Assigned task >> Show every line in the entries below where the word "Post" appears.
[Records for the task — start]
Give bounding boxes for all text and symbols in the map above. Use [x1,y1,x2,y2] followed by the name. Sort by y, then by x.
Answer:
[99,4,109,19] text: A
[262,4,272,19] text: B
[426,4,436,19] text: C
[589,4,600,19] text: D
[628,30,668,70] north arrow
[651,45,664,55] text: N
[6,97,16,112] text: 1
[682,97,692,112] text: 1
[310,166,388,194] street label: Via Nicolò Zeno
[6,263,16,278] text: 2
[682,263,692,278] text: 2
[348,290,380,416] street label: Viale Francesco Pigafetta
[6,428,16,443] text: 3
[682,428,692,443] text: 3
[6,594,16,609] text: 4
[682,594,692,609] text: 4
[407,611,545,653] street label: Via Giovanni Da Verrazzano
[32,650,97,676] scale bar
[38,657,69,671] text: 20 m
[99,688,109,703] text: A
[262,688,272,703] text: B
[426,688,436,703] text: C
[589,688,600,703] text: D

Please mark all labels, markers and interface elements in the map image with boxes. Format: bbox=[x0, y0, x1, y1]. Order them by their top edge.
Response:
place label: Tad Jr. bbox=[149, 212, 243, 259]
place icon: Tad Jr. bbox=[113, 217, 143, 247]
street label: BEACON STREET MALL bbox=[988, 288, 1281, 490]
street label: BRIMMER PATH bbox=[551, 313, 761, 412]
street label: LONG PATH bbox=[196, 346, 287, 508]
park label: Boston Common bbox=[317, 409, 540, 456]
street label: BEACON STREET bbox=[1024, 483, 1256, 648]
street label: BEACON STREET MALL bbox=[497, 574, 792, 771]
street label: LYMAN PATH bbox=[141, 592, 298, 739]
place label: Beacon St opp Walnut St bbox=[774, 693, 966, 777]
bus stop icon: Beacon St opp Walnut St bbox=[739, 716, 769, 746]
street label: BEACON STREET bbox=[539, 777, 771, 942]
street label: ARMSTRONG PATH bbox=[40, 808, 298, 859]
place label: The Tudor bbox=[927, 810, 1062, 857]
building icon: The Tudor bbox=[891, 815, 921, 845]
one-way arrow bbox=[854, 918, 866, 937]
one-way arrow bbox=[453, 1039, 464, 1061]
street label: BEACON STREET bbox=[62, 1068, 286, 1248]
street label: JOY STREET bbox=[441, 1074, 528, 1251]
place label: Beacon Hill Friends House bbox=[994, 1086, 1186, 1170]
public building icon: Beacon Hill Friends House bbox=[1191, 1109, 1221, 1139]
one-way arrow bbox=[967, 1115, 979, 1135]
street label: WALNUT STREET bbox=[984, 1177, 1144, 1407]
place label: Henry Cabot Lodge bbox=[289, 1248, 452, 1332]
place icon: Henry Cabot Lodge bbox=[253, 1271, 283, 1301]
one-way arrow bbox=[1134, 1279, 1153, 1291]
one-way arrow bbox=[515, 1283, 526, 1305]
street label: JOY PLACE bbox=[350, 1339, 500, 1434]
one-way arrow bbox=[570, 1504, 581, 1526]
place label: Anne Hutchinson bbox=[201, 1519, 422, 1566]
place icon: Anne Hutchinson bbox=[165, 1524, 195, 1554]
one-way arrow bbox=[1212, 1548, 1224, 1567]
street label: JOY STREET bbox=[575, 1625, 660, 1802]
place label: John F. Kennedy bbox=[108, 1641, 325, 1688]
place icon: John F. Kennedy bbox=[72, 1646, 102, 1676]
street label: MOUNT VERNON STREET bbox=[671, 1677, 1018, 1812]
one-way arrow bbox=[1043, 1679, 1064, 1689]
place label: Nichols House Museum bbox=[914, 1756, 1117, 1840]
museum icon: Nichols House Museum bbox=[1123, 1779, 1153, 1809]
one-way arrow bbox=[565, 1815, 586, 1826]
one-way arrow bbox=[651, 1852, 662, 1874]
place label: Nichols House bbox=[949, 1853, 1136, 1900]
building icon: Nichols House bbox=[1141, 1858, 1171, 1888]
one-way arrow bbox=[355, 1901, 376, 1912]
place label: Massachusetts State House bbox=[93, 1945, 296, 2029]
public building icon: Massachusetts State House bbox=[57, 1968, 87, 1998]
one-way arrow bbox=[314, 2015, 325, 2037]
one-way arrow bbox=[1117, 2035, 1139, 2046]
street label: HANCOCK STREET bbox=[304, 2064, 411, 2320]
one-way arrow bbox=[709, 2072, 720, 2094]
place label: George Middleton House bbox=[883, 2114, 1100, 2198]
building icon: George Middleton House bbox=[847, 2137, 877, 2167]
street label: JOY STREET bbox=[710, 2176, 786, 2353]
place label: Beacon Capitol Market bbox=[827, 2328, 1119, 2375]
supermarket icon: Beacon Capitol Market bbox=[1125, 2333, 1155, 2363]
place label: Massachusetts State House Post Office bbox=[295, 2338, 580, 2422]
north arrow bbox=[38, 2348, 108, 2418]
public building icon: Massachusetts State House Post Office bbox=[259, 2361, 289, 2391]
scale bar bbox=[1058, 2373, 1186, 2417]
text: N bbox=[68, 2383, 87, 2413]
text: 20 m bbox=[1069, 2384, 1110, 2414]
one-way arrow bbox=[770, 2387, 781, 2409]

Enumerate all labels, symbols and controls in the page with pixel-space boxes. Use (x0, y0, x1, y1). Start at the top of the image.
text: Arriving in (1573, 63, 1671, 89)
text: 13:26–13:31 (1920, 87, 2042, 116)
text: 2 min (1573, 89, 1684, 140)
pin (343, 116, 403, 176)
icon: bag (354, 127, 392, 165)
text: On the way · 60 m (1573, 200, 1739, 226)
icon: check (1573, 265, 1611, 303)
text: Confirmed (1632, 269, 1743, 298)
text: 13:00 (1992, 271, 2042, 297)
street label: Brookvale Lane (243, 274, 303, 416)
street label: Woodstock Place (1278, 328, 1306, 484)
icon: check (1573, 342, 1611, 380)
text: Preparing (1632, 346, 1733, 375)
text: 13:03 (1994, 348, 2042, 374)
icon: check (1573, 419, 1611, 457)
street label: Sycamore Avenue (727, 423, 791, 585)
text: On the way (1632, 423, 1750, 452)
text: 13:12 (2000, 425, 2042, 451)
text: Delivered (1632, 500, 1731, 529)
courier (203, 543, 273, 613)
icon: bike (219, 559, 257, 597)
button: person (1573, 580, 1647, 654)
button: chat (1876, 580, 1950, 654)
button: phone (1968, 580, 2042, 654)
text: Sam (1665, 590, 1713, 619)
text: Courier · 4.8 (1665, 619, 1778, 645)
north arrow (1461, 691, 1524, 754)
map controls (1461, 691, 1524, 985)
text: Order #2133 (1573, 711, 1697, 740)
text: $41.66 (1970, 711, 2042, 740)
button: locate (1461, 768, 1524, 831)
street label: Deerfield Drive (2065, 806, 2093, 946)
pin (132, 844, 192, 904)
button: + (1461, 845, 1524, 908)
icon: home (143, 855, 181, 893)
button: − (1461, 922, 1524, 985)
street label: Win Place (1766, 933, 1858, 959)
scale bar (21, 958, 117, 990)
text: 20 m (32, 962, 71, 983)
[Records for the task — finish]
Written answer >>
place label: Massachusetts State House Post Office bbox=[295, 2338, 580, 2422]
public building icon: Massachusetts State House Post Office bbox=[259, 2361, 289, 2391]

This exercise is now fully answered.